■ **Your goal**
Report every line of the records that contains the word "content".
Start of Given entries
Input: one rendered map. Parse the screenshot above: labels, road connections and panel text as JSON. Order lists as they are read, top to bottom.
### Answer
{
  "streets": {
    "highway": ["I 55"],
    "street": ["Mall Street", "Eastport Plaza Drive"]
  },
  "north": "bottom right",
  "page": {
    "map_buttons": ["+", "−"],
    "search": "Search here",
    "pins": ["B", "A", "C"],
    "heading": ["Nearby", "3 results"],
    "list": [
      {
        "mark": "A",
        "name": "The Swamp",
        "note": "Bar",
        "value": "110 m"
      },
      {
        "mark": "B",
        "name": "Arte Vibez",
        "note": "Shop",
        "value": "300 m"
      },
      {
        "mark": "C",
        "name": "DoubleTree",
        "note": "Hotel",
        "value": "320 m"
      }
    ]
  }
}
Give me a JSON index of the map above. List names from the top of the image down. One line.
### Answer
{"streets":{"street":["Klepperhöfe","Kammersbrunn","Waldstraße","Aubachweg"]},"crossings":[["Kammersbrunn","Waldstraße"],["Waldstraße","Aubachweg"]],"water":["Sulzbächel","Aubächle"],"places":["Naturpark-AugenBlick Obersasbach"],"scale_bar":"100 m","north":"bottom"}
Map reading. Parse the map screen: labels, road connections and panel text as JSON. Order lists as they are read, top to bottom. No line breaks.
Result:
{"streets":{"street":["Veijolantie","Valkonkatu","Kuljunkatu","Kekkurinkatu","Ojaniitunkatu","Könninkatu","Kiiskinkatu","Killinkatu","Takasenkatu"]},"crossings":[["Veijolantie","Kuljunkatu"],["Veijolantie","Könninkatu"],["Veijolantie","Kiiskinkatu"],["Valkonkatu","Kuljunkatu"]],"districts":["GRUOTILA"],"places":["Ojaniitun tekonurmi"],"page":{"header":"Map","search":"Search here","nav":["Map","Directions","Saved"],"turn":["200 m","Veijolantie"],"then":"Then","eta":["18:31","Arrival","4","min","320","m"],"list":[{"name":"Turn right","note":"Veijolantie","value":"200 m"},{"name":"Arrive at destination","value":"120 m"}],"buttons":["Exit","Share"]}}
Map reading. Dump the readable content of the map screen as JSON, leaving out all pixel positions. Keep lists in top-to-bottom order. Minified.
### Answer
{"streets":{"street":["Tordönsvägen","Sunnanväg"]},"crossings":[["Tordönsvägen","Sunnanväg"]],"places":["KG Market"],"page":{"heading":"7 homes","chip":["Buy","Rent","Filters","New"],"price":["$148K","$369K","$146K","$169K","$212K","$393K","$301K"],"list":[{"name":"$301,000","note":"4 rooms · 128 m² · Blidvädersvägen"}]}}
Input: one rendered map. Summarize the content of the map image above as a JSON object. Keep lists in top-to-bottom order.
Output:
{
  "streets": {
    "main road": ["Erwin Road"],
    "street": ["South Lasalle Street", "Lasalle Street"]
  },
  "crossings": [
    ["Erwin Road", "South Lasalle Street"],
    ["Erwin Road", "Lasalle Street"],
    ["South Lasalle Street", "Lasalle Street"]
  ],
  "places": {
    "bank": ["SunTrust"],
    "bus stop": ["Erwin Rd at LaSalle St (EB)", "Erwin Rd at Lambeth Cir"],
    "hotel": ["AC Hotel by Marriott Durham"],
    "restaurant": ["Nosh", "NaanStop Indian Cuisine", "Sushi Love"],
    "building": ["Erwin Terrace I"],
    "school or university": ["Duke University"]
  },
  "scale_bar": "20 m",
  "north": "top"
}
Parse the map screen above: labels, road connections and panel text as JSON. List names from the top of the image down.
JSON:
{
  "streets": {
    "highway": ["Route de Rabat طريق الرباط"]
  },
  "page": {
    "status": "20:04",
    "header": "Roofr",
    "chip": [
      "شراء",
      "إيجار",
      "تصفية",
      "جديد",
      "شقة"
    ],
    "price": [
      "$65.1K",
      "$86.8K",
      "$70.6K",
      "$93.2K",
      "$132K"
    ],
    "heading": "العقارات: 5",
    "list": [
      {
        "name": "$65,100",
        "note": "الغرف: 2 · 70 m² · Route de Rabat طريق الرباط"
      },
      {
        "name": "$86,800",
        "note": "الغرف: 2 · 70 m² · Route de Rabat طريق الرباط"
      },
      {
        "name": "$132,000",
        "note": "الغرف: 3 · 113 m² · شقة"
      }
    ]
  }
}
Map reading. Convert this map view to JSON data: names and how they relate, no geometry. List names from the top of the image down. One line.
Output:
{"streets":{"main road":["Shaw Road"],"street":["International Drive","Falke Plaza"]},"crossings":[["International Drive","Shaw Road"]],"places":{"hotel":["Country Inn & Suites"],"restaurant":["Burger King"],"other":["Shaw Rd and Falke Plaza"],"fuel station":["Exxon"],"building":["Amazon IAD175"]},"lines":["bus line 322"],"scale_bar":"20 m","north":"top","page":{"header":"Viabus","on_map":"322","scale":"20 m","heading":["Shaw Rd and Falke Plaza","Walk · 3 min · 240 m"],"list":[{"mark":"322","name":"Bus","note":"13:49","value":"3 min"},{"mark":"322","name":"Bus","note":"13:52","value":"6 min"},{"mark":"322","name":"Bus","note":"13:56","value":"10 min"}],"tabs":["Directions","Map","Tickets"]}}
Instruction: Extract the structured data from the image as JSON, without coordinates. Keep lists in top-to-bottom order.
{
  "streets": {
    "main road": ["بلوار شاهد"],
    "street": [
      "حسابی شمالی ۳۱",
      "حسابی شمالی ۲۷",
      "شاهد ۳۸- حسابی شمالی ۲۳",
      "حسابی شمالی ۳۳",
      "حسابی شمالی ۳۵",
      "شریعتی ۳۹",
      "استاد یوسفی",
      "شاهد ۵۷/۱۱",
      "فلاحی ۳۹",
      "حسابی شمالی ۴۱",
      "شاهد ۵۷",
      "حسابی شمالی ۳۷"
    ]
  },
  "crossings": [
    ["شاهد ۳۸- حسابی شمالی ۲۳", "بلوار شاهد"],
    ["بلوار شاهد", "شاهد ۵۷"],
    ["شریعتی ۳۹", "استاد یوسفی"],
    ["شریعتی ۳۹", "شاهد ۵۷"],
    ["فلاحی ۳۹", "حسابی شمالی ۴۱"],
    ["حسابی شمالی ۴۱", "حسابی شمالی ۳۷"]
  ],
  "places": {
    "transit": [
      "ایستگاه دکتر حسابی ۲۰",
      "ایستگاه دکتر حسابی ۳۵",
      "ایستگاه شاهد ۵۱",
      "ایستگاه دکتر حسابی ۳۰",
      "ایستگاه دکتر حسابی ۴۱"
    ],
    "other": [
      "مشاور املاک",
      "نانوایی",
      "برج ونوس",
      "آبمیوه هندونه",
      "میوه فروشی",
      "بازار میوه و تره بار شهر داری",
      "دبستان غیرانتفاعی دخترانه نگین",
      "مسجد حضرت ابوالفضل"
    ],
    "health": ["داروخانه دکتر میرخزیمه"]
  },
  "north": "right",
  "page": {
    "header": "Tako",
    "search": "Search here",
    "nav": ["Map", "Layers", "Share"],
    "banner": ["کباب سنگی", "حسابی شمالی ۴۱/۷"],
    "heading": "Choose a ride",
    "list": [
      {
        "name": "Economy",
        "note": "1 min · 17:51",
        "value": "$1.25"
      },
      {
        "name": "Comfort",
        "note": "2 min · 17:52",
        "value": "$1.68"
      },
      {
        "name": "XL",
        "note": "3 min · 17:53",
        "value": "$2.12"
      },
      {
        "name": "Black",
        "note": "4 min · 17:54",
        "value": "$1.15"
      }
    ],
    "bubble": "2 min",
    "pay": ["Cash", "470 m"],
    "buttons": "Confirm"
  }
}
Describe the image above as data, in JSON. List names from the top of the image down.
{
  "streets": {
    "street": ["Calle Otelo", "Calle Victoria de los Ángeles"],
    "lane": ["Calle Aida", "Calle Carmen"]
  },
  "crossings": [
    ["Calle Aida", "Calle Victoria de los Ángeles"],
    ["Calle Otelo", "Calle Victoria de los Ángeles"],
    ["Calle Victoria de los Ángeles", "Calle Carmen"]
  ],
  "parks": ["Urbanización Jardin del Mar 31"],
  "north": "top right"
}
End of Given entries
■ **Exercise output**
Map reading. Dump the readable content of the map screen as JSON, leaving out all pixel positions. Keep lists in top-to-bottom order. Minified.
Input: one rendered map. Summarize the content of the map image above as a JSON object. Keep lists in top-to-bottom order.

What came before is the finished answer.